2. Dem Revisionsrekurs wird Folge gegeben.

Der angefochtene Beschluss wird aufgehoben; dem Rekursgericht wird die neuerliche Entscheidung über den Rekurs der Zweitantragstellerin aufgetragen.

Text

Begründung

Die Antragsteller beantragten am 4. 9. 1998 vor dem Bezirksgericht Voitsberg die Scheidung ihrer Ehe gemäß § 55a EheG und gaben für den Fall der Scheidung einen Vergleich zu Protokoll.
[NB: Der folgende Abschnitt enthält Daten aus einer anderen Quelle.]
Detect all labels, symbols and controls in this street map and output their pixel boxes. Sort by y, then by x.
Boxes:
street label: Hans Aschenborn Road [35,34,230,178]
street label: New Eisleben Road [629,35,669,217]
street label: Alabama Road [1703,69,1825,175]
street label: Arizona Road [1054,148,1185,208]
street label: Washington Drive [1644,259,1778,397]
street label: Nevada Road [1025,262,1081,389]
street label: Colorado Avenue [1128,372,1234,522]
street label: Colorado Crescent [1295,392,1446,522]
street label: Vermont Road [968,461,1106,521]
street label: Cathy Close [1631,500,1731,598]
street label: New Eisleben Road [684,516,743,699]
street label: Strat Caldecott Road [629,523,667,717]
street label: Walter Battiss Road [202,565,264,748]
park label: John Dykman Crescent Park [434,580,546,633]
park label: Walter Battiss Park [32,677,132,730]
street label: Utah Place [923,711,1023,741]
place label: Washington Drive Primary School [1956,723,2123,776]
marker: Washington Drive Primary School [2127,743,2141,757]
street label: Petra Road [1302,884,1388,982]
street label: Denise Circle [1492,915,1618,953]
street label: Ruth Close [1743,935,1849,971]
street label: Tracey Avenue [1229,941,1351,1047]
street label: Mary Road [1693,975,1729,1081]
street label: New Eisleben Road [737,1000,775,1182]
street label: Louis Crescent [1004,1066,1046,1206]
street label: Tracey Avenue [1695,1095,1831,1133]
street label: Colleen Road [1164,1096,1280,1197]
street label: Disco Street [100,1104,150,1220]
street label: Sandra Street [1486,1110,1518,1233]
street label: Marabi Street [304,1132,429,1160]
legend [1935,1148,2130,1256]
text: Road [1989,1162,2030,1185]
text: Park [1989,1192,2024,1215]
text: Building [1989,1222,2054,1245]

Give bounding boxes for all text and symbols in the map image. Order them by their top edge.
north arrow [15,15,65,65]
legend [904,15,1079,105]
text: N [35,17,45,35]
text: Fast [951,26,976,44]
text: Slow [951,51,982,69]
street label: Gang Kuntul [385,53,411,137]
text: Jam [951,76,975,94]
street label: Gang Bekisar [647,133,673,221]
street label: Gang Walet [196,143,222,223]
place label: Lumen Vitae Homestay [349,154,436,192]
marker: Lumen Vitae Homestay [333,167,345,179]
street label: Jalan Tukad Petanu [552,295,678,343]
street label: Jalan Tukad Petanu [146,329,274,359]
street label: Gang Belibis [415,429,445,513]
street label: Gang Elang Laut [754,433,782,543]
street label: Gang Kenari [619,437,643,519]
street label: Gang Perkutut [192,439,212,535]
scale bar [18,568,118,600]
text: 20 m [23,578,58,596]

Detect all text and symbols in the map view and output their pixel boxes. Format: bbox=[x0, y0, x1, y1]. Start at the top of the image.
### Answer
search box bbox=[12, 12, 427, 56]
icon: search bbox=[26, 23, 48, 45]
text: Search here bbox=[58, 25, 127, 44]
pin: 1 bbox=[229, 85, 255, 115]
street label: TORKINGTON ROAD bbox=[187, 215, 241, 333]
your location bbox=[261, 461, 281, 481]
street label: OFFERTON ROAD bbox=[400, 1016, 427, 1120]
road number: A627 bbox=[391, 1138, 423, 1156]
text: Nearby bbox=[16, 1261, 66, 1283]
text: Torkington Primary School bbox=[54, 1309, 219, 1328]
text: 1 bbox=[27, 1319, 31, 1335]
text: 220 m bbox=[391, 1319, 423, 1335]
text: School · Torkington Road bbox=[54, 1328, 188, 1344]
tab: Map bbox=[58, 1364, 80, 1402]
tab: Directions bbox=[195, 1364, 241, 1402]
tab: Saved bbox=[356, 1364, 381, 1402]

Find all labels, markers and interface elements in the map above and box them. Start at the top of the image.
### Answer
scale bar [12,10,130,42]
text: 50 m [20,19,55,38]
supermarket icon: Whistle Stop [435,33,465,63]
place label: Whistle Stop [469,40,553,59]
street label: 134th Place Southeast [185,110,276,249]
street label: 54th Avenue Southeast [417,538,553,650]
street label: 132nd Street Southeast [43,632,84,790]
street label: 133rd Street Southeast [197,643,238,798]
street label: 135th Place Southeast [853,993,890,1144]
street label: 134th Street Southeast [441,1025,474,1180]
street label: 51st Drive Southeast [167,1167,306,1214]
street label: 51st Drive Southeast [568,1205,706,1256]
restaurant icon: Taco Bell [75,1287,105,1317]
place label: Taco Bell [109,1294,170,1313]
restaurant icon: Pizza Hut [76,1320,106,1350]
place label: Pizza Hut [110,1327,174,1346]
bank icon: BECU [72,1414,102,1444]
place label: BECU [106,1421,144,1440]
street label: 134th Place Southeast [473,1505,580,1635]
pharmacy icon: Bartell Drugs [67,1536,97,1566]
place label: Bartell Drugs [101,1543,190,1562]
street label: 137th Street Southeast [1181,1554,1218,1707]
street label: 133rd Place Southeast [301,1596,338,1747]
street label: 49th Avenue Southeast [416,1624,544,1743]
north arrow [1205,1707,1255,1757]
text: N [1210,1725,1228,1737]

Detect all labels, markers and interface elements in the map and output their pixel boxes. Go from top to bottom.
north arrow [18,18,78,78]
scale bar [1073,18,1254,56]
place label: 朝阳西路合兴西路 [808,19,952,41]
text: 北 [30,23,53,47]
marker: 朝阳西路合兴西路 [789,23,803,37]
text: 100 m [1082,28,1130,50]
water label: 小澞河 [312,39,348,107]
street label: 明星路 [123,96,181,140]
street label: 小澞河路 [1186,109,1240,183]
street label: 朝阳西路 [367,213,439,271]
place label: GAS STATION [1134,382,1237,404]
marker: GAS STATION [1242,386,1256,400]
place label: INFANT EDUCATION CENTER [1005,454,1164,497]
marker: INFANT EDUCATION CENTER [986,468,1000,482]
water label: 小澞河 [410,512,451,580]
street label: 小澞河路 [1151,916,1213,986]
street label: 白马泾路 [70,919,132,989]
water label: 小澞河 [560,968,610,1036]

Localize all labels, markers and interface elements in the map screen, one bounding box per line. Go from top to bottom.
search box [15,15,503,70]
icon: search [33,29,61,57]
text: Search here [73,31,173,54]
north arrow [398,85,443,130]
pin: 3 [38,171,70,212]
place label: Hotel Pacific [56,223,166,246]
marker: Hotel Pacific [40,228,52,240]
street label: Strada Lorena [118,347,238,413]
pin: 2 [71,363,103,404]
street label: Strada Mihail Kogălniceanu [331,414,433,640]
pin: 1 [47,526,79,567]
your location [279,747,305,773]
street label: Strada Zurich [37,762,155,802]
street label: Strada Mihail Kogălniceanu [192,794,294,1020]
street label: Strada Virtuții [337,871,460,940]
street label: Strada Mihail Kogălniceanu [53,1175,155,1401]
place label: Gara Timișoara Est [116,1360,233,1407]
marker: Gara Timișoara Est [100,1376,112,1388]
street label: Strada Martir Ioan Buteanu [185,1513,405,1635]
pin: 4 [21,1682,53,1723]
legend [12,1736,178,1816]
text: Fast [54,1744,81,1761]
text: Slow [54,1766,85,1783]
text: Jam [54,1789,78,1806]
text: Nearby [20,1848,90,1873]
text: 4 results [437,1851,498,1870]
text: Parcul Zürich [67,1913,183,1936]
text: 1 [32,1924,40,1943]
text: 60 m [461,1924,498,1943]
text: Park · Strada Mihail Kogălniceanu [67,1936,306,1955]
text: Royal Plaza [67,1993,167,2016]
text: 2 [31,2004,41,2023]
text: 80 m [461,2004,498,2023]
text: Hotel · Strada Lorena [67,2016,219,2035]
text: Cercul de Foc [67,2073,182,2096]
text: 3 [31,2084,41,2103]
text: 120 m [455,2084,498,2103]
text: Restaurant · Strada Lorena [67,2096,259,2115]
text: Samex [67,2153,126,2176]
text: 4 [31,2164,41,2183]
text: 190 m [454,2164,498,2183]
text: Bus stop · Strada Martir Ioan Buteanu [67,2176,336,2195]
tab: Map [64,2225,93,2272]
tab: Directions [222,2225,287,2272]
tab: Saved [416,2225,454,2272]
Mit Beschluss des Bezirksgerichts Voitsberg vom 24. 9. 1998 wurde die Ehe antragsgemäß nach § 55a EheG geschieden. Nach Verkündung des Beschlusses und nach Rechtsbelehrung erklärten beide Parteien, auf Rechtsmittel zu verzichten. Ausfertigungen des Scheidungsbeschlusses und des Vergleichs wurden den Parteien jeweils am 13. 10. 1998 zugestellt. Die Parteien waren im erstinstanzlichen Scheidungsverfahren anwaltlich nicht vertreten.

Am 30. 10. 2001 stellte die durch eine Verfahrenshelferin vertretene Zweitantragstellerin den Antrag, den Scheidungsbeschluss samt Scheidungsvergleich ihrer Verfahrenshelferin zuzustellen. Sie sei zum Zeitpunkt der Scheidung am 24. 9. 1998 und schon lange davor und auch lange Zeit danach aufgrund schwerer Depressionen geschäftsunfähig gewesen. Ihr Rechtsmittelverzicht sei unwirksam. Nunmehr sei sie aufgrund ihrer derzeitigen guten psychischen Verfassung geschäftsfähig.

Der Verfahrenshelferin wurde der Scheidungsbeschluss am 14. 11. 2001 zugestellt. Mit ihrem am 22. 11. 2001 beim Erstgericht eingelangten Rekurs beantragte die Zweitantragstellerin unter Wiederholung der Behauptungen über ihre Geschäftsunfähigkeit und Prozessunfähigkeit, den Scheidungsbeschluss vom 24. 9. 1998 samt Scheidungsvereinbarung als nichtig aufzuheben. Der Rechtsmittelverzicht und die Zustellung des Scheidungsbeschlusses seien unwirksam. Der Beschluss sei nicht in Rechtskraft erwachsen. Die Rekurswerberin leide seit Jahren an schweren Depressionen und befinde sich deswegen seit 25 Jahren in psychiatrischer Behandlung. In den letzten Monaten habe sich ihr Zustand aber so weit gebessert, dass sie nunmehr prozessfähig sei. Vorsichtshalber werde die Scheidungsvereinbarung widerrufen. Das Rekursgericht wies den Rekurs als unzulässig zurück. Die Antragstellerin stütze sich auf eine Nichtigkeit nach § 477 Abs 1 Z 5 ZPO, die nur bis zum Eintritt der formellen Rechtskraft der Entscheidung, danach aber nur mehr mit Nichtigkeitsklage geltend gemacht werden könne. Die formelle Rechtskraft trete ein, wenn eine Entscheidung unanfechtbar geworden sei, es also dagegen keine Rechtsmittel mehr gebe, sei es, dass die Rechtsmittelfrist ungenützt abgelaufen sei, ein Rechtsmittel zurückgenommen worden oder - wie hier - ein Rechtsmittelverzicht abgegebenen worden sei. Da nach ständiger Rechtsprechung eine analoge Anwendung der Bestimmungen über die Nichtigkeitsklage (§§ 529 ff ZPO) im Verfahren außer Streitsachen unzulässig sei, könne die Nichtigkeit auch nicht mit einem Nichtigkeitsantrag geltend gemacht werden. Der Scheidungsvergleich könne nur im Rechtsweg angefochten werden.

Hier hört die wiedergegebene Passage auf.